[Stored data entries]
++++++++++

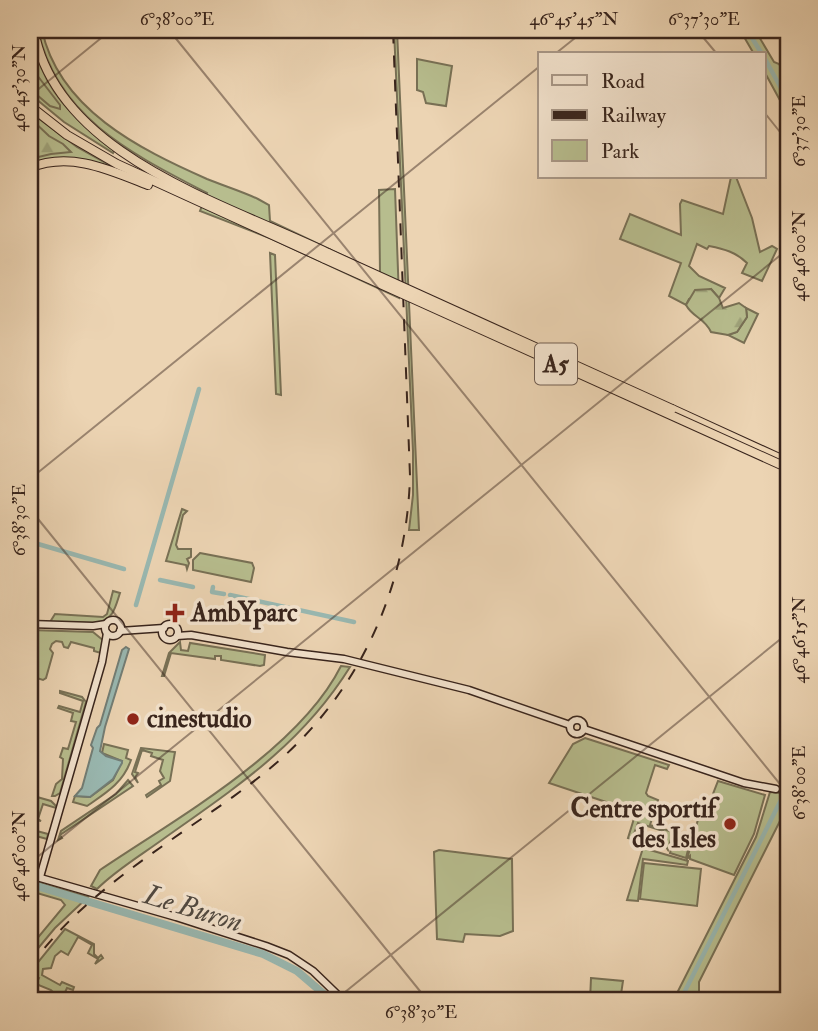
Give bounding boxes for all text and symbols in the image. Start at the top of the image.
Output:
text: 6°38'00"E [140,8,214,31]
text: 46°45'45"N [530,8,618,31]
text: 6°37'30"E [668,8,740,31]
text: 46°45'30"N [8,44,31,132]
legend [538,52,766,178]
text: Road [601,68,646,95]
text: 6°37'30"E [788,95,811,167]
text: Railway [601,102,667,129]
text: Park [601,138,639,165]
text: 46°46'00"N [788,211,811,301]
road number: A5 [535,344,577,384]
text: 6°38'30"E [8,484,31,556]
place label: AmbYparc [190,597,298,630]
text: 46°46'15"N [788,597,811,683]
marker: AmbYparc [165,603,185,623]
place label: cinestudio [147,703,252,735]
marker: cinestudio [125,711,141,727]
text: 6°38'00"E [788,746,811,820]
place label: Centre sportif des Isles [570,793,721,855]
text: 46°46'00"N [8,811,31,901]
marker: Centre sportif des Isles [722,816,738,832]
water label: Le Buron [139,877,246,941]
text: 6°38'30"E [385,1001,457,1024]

++++++++++

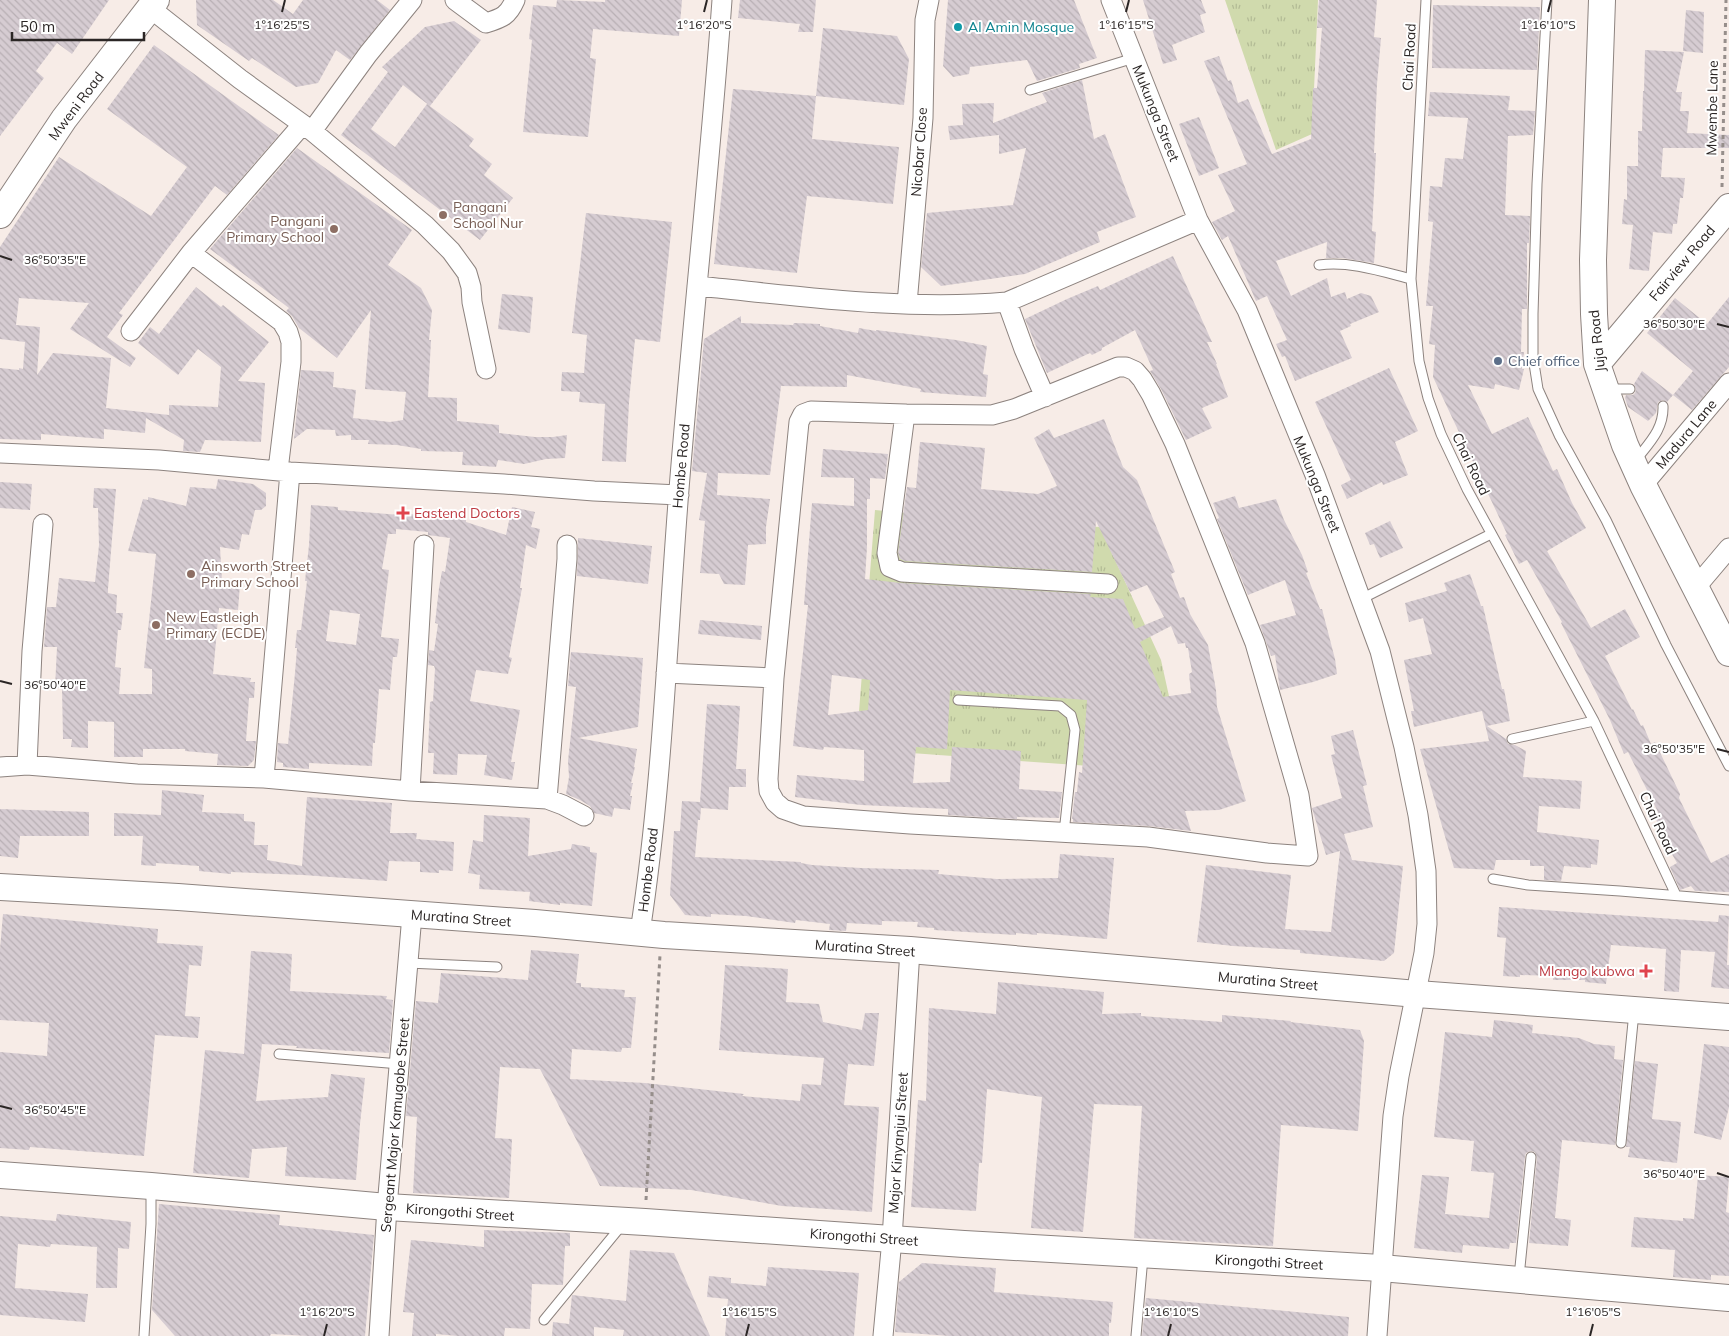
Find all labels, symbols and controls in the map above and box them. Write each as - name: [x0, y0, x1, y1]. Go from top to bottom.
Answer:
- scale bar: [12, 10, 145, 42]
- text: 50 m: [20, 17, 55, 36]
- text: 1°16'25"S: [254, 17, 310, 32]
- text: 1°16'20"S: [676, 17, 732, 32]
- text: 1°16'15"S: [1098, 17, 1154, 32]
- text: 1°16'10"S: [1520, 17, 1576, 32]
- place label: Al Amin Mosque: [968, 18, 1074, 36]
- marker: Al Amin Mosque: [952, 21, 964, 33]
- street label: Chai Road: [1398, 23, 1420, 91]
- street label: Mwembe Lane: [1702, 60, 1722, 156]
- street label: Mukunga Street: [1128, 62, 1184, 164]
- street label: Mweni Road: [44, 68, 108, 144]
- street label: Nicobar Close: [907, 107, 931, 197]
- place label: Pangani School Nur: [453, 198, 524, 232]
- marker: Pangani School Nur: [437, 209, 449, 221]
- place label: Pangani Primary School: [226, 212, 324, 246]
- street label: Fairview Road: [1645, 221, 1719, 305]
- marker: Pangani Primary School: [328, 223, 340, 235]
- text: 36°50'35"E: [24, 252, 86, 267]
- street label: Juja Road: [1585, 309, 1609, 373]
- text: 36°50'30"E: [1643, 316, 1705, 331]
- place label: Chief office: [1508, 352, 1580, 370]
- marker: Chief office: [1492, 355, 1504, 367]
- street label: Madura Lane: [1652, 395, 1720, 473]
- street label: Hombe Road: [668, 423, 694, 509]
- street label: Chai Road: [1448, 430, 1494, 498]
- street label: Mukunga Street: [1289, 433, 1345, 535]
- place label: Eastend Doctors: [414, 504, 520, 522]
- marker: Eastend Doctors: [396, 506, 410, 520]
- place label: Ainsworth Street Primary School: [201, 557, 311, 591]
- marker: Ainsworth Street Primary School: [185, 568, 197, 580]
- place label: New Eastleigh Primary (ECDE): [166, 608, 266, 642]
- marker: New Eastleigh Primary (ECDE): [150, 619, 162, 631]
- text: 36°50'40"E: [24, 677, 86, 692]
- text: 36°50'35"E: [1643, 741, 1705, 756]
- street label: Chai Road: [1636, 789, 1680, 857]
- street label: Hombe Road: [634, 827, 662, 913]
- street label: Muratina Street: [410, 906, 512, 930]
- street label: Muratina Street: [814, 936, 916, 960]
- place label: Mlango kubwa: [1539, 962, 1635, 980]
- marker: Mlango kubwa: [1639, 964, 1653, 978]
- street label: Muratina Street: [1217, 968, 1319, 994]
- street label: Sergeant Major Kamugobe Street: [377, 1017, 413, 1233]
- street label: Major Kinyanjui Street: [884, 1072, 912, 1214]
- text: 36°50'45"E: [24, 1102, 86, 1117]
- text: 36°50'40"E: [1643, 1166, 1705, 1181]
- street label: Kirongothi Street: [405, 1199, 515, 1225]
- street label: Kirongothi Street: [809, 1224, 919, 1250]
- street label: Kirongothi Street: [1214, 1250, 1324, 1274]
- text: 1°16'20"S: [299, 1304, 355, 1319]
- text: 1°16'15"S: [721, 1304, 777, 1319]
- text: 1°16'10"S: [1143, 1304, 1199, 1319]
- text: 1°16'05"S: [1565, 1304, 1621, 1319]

++++++++++

TASK OBJECTIVE —
Every line above that holds the string "Isles" counts once; give the total and nothing more.

ANSWER AREA —
2